Following an explosion at a gas production facility at a major supplier's plant, the demand and market price for gas substantially increased. From 4 June 2008 until 30 September 2008, the sellers did not supply the gas to Verve in accordance with the GSA, despite having the capacity to do so. Instead, the sellers supplied gas to Verve under new separate agreements at the prevailing market price (a substantially higher price than under the GSA).

Verve considered that, from 4 June 2008 to 30 September 2008, the sellers had breached their obligation to use 'reasonable endeavours' to supply the gas in accordance with the requirements of the GSA.

The decision

Consistent with the decision of the court at first instance (but contrary to the decision of the Court of Appeal), the High Court (by 4:1 majority) held that the sellers were not in breach of their obligation to use 'reasonable endeavours'.

Importantly, on the use of 'reasonable endeavours', the High Court made the following points:

  • the obligation is not absolute or unconditional;
  • the nature and extent of the obligation is necessarily conditioned by what is reasonable in the circumstances, which may include the parties' business interests; and
  • contracts may contain their own internal standard of what is reasonable, including by some express reference relevant to business interests.

The High Court stated that the obligation to use 'reasonable endeavours' to supply the gas was conditional with internal standards. The parties had set their own internal standards in using 'reasonable endeavours' by allowing the sellers to take into account all 'commercial, economic and operational matters' in determining whether it was able to supply the gas. This was contrasted with other absolute obligations to supply lesser quantities of gas under the GSA.

The High Court confirmed that, when the gas plant explosion occurred, the sellers were not obliged to supply the gas under the GSA (at the lower than market price) in conflict with their own business interests.

Commentary

The High Court's decision indicates that courts will consider other provisions in the contract to help interpret what are 'reasonable endeavours'. It affirms the parties' ability to define and limit an obligation to use 'reasonable endeavours' in the contract (for example, by reference to economic, commercial and operational factors).

Industry participants will need to be conscious of the impact that other provisions in the contract may have on the obligation to use 'reasonable endeavours'. Consistent with the High Court's decision, internal contractual provisions may trigger performance that is potentially less (or more) onerous than appears on the face of the clause containing the 'reasonable endeavours' obligation.

For the industry, if 'reasonable endeavours' is used, it may be prudent to clearly set out in the contract what is expected of the party the subject of the obligation (for example, setting out a list of steps that should be taken).

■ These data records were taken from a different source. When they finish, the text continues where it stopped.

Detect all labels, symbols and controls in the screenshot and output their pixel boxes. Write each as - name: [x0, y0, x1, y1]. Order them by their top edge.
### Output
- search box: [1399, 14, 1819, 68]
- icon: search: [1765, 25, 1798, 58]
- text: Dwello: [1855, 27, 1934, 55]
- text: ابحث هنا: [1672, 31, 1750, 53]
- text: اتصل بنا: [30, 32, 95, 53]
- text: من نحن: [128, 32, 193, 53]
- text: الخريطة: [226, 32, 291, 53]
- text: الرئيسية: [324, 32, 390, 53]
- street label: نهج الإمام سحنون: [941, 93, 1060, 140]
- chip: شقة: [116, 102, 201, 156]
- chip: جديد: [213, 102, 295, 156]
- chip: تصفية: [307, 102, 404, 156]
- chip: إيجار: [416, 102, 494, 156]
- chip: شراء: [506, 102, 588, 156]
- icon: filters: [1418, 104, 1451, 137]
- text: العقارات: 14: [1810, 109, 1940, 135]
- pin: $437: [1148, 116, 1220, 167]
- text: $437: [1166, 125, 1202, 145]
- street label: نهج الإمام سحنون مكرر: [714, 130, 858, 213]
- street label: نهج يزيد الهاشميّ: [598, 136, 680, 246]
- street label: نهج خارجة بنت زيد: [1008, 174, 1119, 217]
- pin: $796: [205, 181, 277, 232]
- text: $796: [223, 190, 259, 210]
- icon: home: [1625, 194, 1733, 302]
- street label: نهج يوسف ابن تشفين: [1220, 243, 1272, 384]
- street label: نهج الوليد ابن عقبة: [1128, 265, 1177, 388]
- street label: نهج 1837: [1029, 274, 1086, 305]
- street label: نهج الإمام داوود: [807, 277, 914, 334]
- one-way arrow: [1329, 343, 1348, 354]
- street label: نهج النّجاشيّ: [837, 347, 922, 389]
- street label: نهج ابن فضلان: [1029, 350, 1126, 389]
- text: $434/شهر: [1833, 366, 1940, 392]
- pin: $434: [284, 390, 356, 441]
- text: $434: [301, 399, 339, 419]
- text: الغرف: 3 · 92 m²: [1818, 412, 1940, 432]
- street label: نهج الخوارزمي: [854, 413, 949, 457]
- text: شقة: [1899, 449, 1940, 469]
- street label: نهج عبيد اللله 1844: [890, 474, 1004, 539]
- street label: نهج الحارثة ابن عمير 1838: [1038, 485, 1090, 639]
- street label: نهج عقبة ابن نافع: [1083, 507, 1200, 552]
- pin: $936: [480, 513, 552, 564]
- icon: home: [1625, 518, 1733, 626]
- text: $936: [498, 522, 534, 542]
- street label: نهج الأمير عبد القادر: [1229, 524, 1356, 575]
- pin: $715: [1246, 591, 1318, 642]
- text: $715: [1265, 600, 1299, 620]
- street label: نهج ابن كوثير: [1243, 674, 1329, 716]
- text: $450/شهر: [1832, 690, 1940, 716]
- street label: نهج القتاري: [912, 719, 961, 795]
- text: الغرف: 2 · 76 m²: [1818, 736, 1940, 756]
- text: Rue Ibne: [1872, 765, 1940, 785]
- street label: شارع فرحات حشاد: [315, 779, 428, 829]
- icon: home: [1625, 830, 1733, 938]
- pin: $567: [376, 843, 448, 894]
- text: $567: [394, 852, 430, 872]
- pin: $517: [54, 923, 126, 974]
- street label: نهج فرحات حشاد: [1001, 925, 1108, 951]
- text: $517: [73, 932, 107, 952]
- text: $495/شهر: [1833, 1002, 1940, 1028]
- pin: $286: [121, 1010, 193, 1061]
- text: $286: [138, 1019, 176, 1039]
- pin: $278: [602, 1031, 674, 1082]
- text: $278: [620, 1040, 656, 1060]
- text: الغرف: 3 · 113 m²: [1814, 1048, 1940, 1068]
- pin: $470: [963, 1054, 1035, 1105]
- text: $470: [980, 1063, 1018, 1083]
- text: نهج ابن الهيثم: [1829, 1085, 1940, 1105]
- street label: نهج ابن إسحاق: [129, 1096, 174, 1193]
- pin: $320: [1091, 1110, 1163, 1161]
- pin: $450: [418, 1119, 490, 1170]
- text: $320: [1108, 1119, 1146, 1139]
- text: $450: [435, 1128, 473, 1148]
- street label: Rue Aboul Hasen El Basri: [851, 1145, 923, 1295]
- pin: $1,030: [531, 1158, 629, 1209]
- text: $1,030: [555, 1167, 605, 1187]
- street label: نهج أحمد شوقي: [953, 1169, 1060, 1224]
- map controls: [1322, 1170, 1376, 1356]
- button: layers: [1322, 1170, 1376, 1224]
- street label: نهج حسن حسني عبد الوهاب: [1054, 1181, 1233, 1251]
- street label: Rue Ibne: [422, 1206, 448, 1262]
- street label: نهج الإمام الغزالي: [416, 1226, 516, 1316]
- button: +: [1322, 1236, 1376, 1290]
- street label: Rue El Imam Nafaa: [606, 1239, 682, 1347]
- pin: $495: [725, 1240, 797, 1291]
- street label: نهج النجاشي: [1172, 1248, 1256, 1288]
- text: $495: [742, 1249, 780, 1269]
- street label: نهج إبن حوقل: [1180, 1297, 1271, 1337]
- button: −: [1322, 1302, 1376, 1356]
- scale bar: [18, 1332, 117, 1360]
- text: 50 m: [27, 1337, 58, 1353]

It is also important to impose some parameters (time limits or a sunset clause, for example) on the obligation in order to avoid a never-ending obligation (a concern previously highlighted by the Supreme Court in New South Wales. For more information on this decision see our Focus: 'All resonable endeavours' – endeavour forever?).

The industry should also not assume, at least in Australia, that alternative wording such as 'all reasonable endeavours' or 'best endeavours' will provide more protection. In Australia, the present judicial approach to 'best endeavours', 'all reasonable endeavours' and 'reasonable endeavours' is materially the same (although UK cases involving this issue have much better delineated the differences between these obligations).

For now, in Australia, it appears that parties will need to carefully consider the effect of other provisions in the contract before simply inserting an obligation to use 'reasonable endeavours', 'all reasonable endeavours' or 'best endeavours'. Industry participants should ensure that their contracts are properly drafted to avoid any ambiguity on the issue.

Footnotes
  1. Electricity Generation Corporation v Woodside Energy Ltd; Woodside Energy Ltd v Electricity Generation Corporation [2014] HCA 7.